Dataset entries
******

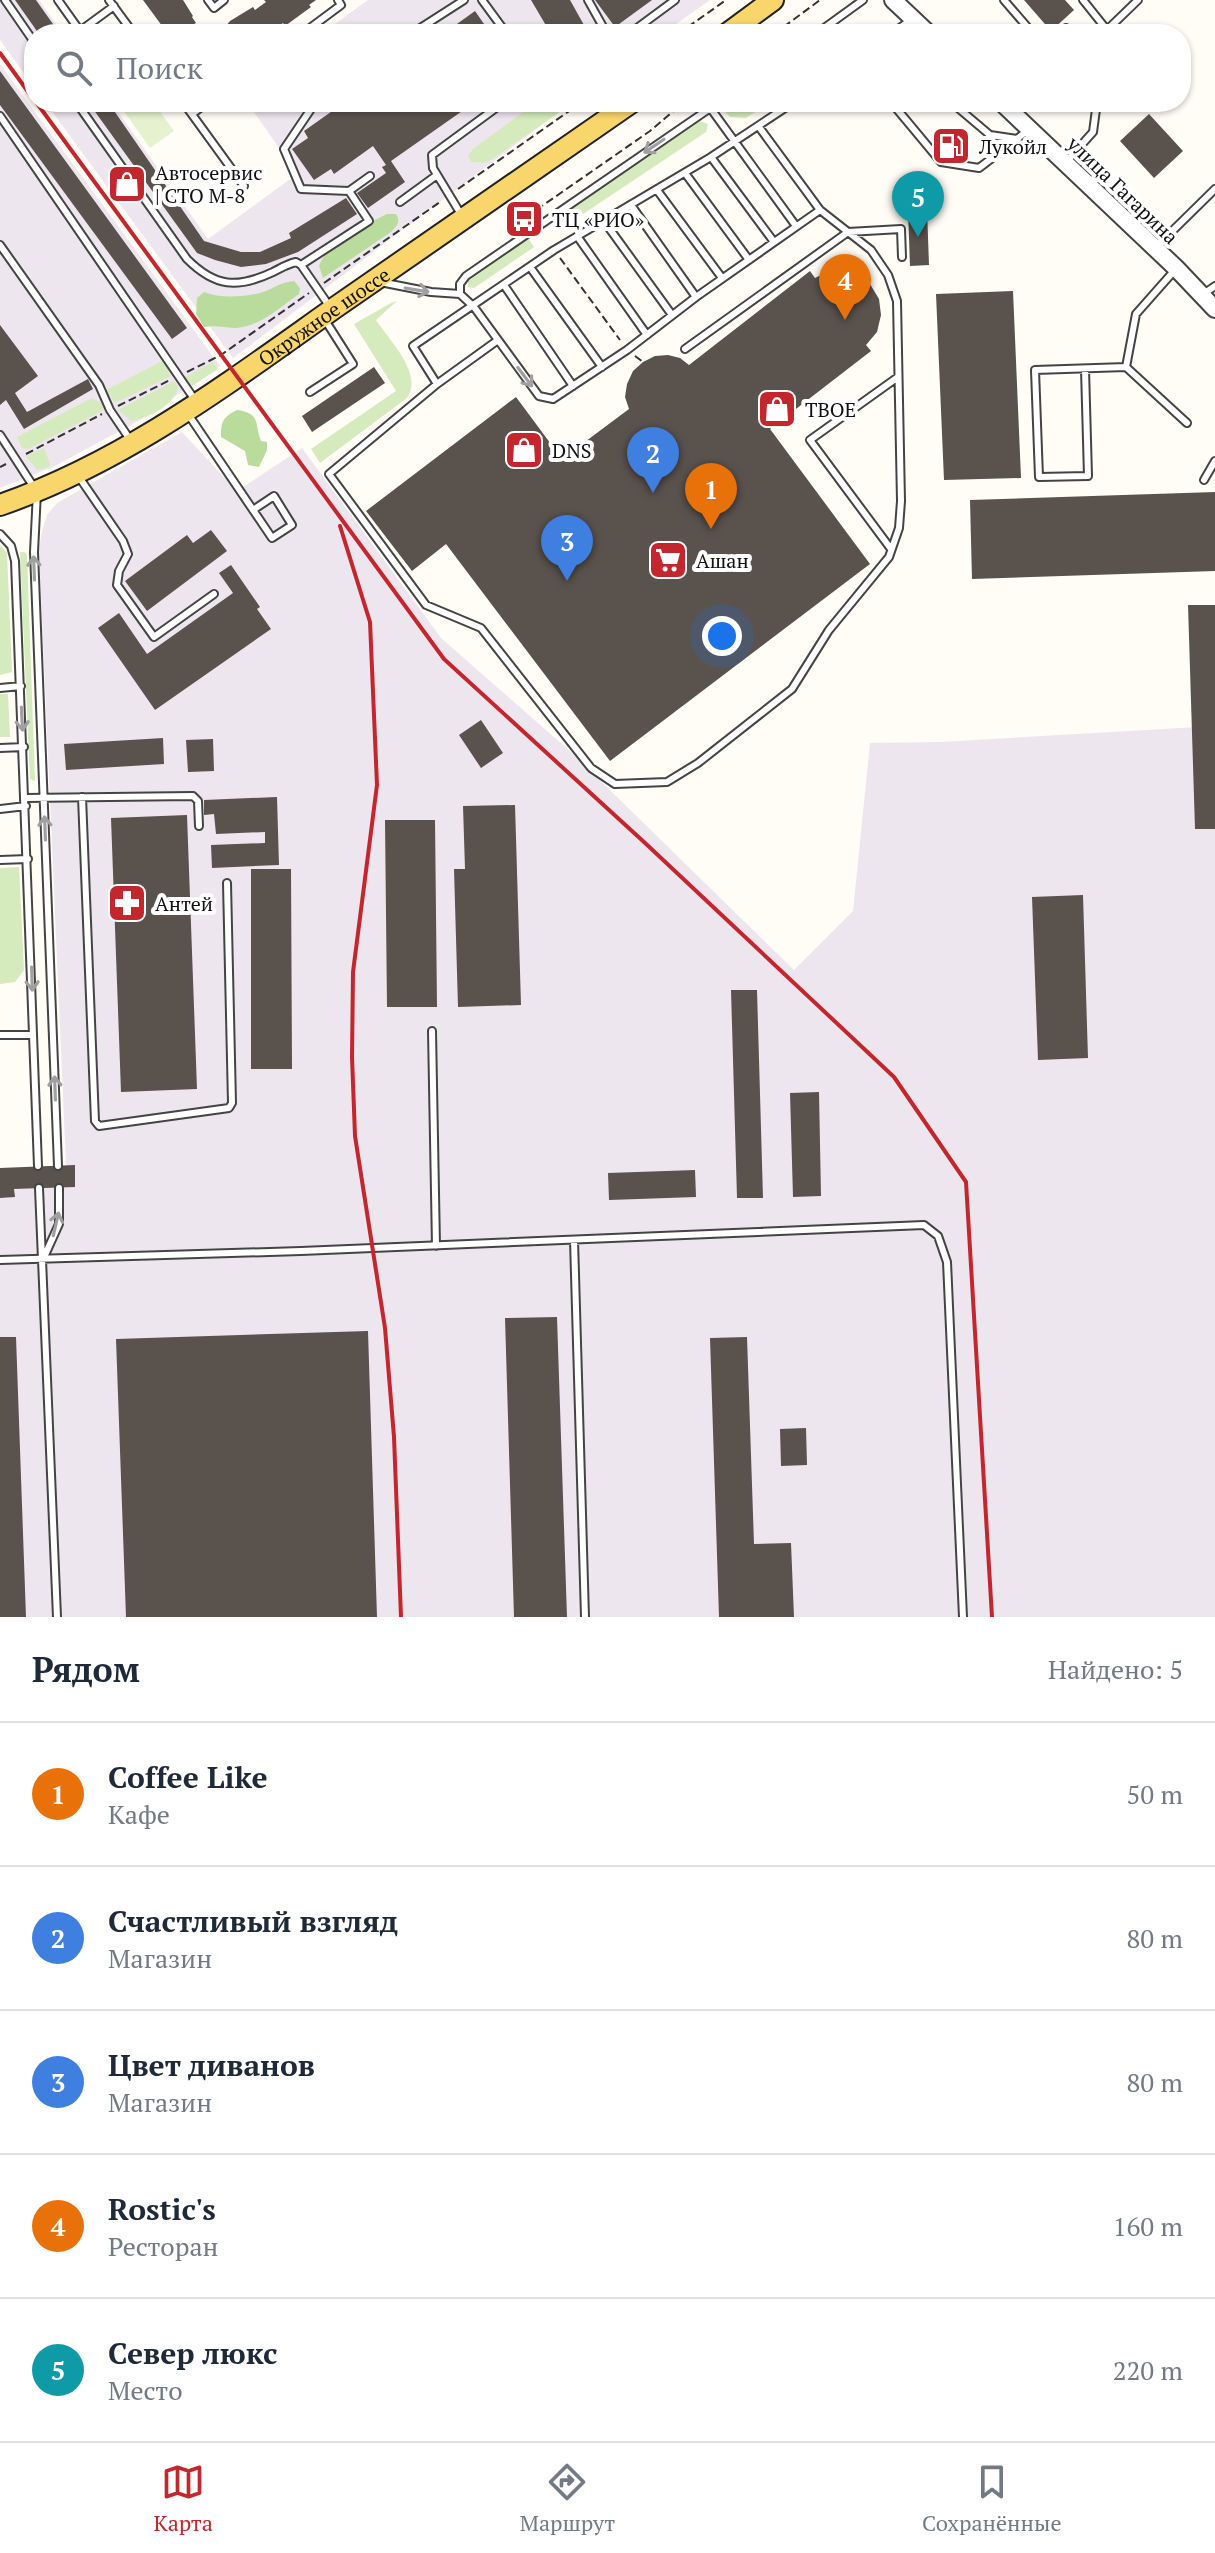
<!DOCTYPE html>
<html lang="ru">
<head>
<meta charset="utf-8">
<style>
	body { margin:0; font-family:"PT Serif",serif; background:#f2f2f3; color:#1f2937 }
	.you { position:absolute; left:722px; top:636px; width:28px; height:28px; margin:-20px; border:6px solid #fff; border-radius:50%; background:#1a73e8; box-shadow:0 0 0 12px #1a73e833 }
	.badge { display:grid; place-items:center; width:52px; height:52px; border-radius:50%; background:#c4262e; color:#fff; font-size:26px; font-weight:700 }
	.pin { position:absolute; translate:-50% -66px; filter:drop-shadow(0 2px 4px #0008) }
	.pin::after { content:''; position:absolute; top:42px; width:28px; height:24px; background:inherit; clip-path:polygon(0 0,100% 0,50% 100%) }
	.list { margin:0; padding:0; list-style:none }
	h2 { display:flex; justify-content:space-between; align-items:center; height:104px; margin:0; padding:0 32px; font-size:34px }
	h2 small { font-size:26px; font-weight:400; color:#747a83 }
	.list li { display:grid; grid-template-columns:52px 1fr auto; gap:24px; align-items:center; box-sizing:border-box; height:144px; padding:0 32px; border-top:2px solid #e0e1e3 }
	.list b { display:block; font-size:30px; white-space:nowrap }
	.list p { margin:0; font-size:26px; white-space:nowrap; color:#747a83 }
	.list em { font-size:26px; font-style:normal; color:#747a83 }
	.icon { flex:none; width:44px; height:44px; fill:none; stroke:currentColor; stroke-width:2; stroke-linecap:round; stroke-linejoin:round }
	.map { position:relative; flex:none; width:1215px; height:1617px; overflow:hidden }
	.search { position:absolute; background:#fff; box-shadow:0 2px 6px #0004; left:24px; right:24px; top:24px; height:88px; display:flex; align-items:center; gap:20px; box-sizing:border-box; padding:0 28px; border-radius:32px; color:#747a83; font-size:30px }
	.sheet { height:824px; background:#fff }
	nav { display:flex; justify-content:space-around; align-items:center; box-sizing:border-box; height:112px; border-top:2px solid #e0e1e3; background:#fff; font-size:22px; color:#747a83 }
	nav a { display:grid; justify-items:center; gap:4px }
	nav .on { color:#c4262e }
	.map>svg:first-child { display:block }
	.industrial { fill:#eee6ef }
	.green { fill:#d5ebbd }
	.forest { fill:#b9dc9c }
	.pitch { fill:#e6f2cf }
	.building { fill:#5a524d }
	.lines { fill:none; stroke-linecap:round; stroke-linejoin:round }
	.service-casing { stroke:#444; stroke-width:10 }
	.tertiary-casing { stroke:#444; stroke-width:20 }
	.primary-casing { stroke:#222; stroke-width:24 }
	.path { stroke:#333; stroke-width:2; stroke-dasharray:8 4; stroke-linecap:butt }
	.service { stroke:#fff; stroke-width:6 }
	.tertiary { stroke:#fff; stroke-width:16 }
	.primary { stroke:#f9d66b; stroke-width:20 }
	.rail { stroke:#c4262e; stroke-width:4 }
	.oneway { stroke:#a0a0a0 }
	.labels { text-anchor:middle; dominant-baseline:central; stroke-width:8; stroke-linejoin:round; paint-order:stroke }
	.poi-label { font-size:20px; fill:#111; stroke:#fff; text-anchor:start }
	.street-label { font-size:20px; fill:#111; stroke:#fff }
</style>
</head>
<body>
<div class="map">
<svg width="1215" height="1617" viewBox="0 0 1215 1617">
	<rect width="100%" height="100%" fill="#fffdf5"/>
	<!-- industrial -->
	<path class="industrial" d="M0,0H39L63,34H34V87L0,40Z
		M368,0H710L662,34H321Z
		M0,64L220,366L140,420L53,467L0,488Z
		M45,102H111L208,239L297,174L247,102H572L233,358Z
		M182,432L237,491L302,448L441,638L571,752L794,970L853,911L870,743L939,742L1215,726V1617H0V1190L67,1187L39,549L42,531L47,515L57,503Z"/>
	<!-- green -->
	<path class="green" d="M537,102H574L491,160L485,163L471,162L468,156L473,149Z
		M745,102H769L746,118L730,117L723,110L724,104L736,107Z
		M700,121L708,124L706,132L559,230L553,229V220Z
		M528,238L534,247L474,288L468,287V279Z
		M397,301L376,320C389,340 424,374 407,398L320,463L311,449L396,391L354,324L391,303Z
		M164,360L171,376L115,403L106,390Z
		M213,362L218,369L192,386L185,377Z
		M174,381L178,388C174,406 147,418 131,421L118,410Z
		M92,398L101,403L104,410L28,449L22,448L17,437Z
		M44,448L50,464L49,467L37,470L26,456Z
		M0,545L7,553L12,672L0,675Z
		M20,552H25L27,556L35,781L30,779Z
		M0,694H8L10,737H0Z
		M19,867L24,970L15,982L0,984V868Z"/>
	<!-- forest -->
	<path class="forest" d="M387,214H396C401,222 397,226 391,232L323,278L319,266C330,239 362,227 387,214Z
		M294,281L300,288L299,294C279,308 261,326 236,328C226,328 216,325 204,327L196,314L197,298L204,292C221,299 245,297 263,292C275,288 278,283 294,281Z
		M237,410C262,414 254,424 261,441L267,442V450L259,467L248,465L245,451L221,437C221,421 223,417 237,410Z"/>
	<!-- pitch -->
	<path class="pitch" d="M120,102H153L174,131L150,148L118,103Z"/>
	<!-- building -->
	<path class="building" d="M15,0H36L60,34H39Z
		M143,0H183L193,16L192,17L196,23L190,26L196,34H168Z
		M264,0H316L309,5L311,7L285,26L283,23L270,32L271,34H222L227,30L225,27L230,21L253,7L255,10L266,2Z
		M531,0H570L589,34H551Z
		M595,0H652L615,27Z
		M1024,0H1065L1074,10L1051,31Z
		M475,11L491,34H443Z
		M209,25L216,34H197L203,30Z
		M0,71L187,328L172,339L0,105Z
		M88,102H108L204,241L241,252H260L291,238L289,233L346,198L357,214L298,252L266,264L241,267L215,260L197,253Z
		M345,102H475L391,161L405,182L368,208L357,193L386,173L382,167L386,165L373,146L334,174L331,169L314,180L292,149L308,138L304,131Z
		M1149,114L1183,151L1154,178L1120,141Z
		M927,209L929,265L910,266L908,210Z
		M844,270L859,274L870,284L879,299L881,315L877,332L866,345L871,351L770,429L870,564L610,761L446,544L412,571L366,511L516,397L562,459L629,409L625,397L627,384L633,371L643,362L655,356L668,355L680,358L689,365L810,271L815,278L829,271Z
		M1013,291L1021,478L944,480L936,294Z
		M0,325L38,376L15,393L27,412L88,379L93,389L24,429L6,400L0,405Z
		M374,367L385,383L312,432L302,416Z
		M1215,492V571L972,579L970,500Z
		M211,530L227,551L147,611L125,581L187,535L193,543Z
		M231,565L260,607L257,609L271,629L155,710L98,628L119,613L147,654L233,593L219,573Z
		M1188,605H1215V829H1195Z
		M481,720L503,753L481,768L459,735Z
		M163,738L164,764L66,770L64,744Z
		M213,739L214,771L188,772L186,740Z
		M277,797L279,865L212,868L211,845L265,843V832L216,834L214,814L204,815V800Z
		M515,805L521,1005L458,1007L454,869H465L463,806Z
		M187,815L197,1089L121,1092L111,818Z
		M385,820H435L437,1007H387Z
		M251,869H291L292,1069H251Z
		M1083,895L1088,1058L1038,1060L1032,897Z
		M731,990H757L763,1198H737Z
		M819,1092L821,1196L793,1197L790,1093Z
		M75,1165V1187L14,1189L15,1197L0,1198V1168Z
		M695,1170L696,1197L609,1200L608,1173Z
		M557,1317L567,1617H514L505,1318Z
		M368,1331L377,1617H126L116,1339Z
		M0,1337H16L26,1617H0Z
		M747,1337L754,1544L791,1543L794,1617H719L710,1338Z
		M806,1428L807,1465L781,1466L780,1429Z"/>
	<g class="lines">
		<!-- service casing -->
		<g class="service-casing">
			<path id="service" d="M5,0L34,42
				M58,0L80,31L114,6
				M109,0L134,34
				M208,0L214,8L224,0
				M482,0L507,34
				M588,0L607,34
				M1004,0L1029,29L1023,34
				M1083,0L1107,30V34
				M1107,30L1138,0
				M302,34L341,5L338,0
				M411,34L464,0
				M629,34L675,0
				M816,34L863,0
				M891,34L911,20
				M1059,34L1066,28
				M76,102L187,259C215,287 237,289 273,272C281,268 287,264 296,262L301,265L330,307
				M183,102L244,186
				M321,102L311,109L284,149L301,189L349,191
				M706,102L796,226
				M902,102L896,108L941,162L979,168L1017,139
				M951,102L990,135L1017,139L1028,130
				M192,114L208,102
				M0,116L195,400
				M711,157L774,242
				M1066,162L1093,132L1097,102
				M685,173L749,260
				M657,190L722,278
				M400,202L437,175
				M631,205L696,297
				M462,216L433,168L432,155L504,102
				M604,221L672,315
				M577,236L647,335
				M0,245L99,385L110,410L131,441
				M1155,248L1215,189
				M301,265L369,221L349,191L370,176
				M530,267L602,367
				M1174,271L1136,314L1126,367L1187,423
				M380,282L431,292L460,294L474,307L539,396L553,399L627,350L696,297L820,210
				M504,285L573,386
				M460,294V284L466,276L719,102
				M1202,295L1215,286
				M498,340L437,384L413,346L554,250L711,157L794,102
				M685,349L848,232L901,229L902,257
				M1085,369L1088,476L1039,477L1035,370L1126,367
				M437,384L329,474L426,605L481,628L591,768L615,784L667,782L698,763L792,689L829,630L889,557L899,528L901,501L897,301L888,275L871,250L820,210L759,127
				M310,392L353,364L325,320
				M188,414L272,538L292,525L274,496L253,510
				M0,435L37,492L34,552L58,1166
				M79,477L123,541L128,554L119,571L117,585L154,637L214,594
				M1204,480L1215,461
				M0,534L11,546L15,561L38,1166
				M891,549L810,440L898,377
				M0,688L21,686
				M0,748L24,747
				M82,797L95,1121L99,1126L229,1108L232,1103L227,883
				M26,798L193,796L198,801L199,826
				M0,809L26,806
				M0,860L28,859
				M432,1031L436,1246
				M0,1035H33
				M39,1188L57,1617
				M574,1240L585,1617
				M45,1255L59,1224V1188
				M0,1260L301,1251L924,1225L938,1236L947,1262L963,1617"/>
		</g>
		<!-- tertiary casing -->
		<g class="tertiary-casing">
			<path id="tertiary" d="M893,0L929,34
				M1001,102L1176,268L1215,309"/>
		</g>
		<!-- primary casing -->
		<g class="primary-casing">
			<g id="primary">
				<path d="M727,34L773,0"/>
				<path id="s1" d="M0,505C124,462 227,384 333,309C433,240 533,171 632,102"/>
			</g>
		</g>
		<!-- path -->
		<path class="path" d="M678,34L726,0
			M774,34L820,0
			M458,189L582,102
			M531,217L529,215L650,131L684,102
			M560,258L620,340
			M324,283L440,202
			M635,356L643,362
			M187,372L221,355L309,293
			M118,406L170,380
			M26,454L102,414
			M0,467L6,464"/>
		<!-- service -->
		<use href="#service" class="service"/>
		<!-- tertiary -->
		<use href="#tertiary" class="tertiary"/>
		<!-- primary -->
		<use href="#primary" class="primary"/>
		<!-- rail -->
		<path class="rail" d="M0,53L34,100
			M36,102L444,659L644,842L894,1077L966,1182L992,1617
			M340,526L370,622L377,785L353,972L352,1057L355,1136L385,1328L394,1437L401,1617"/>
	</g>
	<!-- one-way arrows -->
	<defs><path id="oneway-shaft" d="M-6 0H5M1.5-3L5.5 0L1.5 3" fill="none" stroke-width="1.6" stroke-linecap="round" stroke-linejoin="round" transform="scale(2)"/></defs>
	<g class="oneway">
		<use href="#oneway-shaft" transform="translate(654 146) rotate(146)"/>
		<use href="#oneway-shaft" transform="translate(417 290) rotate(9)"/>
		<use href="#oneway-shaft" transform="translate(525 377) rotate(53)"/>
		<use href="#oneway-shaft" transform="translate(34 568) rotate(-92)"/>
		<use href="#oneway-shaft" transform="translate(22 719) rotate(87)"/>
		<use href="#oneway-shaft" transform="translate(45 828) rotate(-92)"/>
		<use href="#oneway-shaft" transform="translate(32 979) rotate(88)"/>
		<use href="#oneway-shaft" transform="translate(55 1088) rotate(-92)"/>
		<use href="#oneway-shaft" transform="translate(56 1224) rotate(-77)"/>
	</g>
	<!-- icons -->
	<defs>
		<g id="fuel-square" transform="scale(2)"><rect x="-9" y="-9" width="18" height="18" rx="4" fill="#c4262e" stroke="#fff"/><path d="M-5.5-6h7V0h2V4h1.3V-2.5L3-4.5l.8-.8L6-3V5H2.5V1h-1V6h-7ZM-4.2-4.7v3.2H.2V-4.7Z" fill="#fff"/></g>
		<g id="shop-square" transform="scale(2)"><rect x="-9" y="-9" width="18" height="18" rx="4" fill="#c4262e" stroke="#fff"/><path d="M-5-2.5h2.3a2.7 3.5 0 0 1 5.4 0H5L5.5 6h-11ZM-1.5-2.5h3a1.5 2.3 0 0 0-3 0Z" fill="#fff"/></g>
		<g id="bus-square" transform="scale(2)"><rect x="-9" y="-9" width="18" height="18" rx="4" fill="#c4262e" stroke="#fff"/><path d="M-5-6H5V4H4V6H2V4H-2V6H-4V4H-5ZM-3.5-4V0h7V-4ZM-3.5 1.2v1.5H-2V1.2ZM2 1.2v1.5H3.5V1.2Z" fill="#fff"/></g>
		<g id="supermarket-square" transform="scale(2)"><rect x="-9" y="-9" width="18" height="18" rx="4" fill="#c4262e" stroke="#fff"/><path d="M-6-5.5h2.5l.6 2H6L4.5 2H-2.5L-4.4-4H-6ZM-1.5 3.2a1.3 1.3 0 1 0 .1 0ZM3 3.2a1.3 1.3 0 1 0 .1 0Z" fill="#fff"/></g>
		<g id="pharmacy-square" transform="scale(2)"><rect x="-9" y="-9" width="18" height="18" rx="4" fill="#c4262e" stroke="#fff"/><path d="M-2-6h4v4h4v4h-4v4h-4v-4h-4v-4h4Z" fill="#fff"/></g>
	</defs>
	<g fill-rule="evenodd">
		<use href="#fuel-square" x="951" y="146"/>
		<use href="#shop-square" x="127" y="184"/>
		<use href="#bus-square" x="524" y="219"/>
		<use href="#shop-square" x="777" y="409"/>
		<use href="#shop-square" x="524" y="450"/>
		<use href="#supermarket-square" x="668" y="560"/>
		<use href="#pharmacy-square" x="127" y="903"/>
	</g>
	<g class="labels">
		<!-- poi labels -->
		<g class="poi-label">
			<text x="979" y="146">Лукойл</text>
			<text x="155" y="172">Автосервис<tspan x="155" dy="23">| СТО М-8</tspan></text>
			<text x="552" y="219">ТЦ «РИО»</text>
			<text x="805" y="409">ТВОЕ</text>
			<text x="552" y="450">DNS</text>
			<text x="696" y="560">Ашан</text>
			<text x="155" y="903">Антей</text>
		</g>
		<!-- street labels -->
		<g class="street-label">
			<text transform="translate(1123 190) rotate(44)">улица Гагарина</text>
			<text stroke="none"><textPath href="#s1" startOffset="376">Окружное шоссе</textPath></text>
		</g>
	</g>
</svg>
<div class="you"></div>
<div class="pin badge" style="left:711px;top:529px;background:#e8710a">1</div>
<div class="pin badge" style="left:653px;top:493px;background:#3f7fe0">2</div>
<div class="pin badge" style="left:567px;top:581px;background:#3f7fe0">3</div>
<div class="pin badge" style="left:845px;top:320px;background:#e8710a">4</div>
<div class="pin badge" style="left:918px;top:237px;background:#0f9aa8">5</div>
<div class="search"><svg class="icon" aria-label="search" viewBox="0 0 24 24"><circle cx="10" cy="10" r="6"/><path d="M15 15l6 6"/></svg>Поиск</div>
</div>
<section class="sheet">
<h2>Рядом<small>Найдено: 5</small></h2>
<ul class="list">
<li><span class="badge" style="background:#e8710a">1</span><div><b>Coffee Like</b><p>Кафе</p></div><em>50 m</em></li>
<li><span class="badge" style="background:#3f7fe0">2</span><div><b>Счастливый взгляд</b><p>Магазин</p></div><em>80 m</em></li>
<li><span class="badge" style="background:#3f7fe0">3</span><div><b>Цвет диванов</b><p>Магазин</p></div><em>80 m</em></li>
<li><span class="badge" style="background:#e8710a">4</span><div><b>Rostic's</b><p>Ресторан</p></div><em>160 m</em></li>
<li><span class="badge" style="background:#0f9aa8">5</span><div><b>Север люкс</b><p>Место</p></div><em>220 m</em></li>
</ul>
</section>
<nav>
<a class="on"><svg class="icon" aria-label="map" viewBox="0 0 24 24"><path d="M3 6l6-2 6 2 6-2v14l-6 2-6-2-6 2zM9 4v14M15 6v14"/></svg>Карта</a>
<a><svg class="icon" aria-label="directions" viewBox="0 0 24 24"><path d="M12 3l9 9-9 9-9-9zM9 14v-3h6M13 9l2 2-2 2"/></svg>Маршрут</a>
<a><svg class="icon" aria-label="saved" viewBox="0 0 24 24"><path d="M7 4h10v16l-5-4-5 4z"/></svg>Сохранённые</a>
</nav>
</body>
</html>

******

The problem.
Count how many lines in the entries contain "casing", then state that number alone.

Solution for this task.
9